NATO Secretary-General Jens Stoltenberg is to meet tomorrow in Brussels with senior officials from Turkey, Sweden, and Finland in an attempt to move the process forward. Biden meets with Kristersson at 2 p.m. and is expected to make brief remarks.

THE QURAN CONUNDRUM: Turkey says Sweden has not done enough to crack down on groups Turkey considers terrorists, including the Kurdistan Workers’ Party and people associated with a 2016 coup attempt.

But Turkish President Recep Tayyip Erdogan is also furious about another in a series of Quran-burning incidents that occurred during a protest last week outside a mosque in central Stockholm. “Those who allow these under the pretext of freedom of expression and turn a blind eye to this viciousness, as well as those who have committed this crime, will not reach their goals,” Erdogan said, condemning Sweden for granting a permit for the demonstration.

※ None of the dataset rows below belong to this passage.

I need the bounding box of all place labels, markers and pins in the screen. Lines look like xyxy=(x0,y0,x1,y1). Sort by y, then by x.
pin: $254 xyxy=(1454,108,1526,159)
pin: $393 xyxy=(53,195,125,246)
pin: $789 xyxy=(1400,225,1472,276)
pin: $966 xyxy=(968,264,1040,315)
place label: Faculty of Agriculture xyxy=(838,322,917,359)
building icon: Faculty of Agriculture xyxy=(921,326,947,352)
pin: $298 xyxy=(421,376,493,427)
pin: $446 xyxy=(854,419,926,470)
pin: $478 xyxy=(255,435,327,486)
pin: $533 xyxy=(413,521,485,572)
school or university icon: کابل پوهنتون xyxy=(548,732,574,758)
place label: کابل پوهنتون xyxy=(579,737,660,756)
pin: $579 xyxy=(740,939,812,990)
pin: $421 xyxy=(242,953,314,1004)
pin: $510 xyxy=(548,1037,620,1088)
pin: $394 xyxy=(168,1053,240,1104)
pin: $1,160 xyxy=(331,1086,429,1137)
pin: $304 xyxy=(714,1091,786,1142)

Sweden attempted to ban the public burning of Islam’s holy book, but a court overturned the ban.

“I will say that we do condemn it; we’re deeply concerned by the act,” said State Department spokesman Matthew Miller last week. “The United States of course supports freedom of expression and the right to peaceful assembly as elements of democracy.”

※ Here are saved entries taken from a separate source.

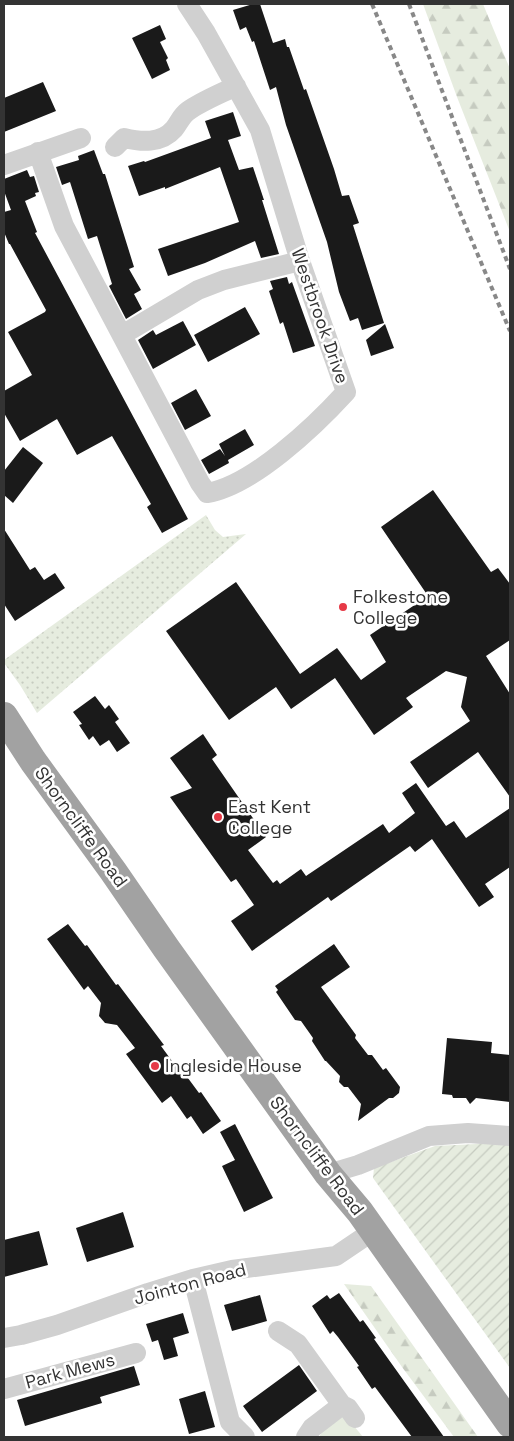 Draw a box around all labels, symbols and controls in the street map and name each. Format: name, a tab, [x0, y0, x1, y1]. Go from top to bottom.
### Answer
street label: Westbrook Drive	[287, 245, 354, 386]
place label: Folkestone College	[353, 585, 448, 629]
marker: Folkestone College	[337, 601, 349, 613]
street label: Shorncliffe Road	[30, 762, 133, 891]
place label: East Kent College	[228, 795, 311, 839]
marker: East Kent College	[212, 811, 224, 823]
place label: Ingleside House	[165, 1054, 302, 1077]
marker: Ingleside House	[149, 1060, 161, 1072]
street label: Shorncliffe Road	[265, 1092, 370, 1220]
street label: Jointon Road	[131, 1257, 249, 1310]
street label: Park Mews	[22, 1348, 117, 1394] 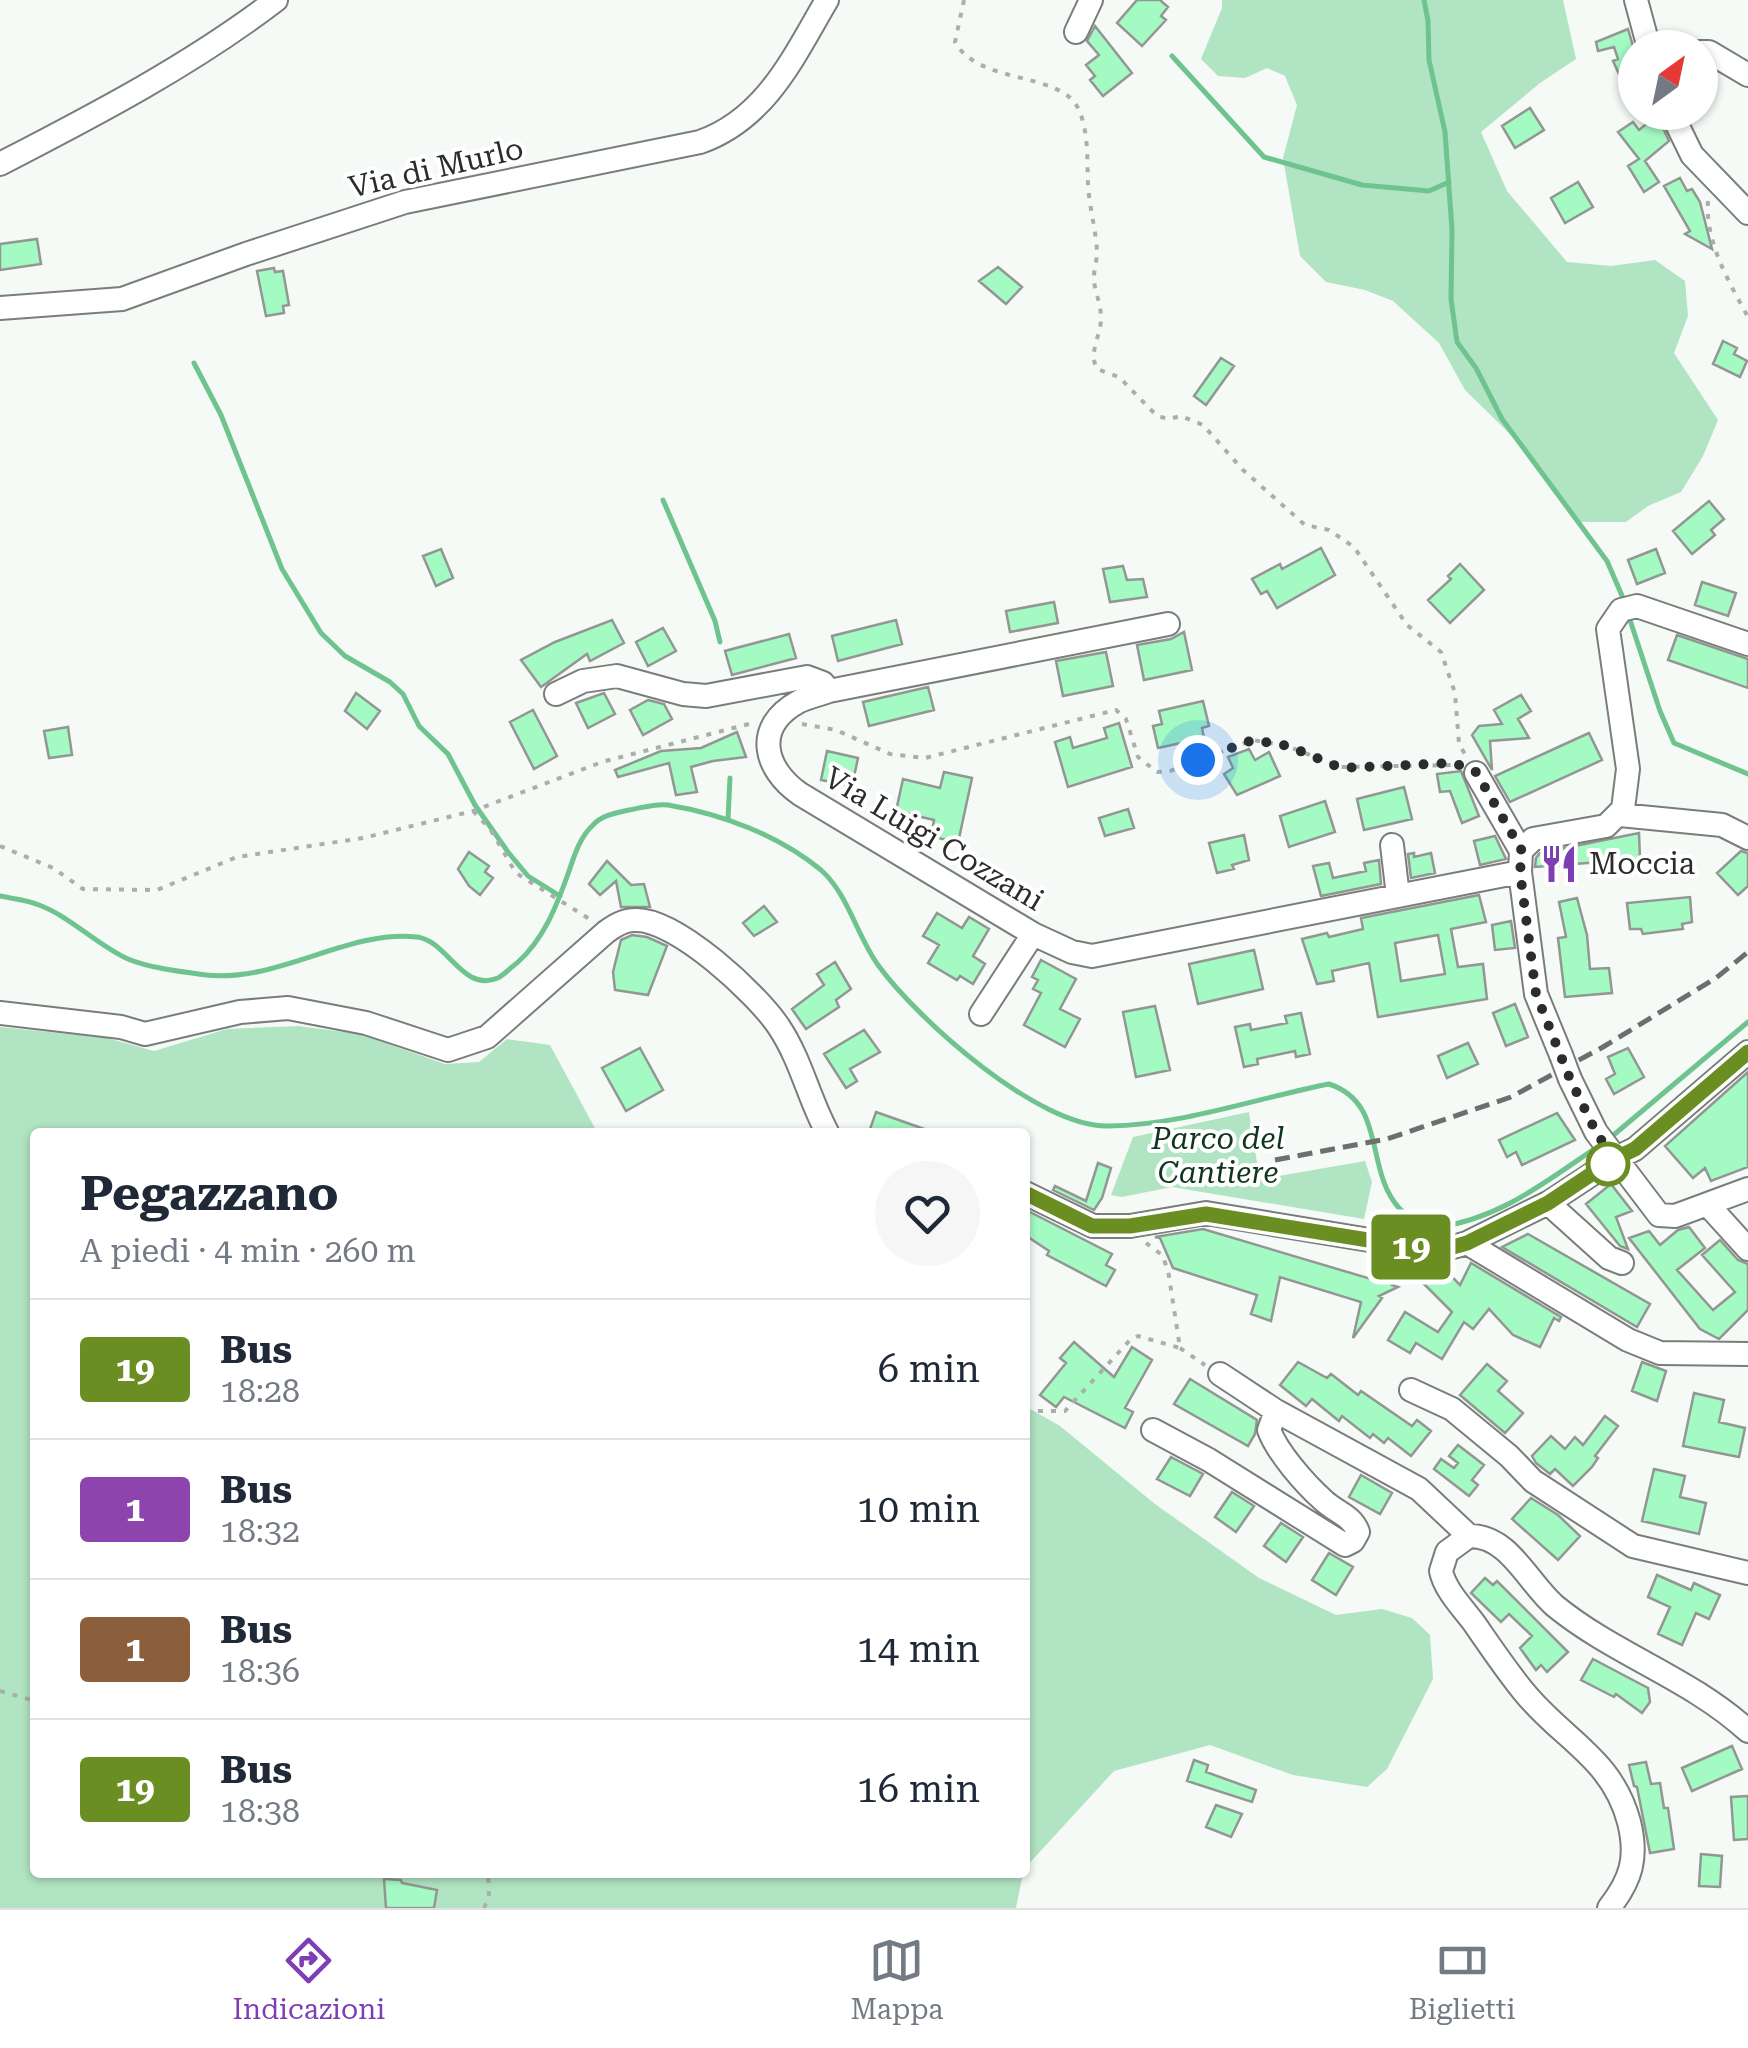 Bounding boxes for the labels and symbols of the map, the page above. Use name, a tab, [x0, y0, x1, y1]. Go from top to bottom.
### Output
north arrow	[1618, 30, 1718, 130]
street label: Via di Murlo	[345, 130, 527, 205]
your location	[1173, 735, 1223, 785]
street label: Via Luigi Cozzani	[819, 759, 1050, 918]
restaurant icon: Moccia	[1538, 843, 1580, 885]
place label: Moccia	[1589, 846, 1695, 881]
park label: Parco del Cantiere	[1151, 1121, 1284, 1190]
unlabelled marker	[1587, 1143, 1629, 1185]
line badge: 19	[1366, 1214, 1456, 1280]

“We can both believe that people have a right to commit these acts and believe that they are deplorable at the same time,” Miller said. “Sweden has taken a number of significant and important steps to respond to concerns that Turkiye has raised. We believe those steps should be sufficient to address those concerns and that it is time to move to full accession to NATO for Sweden.”

HUNGARY’S CONCERNS UNCLEAR: Even if Turkey were to drop its objections, Sweden would likely not gain the last vote it needs before next week. Joining NATO requires a consensus of all current members, and Hungarian lawmakers have indicated they do not plan to take up Sweden’s bid until this fall, at the earliest.

Hungarian Prime Minister Viktor Orban, the NATO leader with the closest ties to Russian President Vladimir Putin, has accused Sweden of spreading “outright lies” about the health of democracy in Hungary.

But Hungary has never spelled out its objections to Sweden, and NATO officials hope that once Turkey gives its approval, Hungary will too.

Last week, after speaking to Orban, Sweden’s prime minister said he was given assurances Hungary would not block Sweden’s eventual membership. “He confirmed very clearly that what he said to me last time still applies,” Kristersson told reporters, according to Reuters. “Hungary will not delay Sweden’s ratification process in any way.”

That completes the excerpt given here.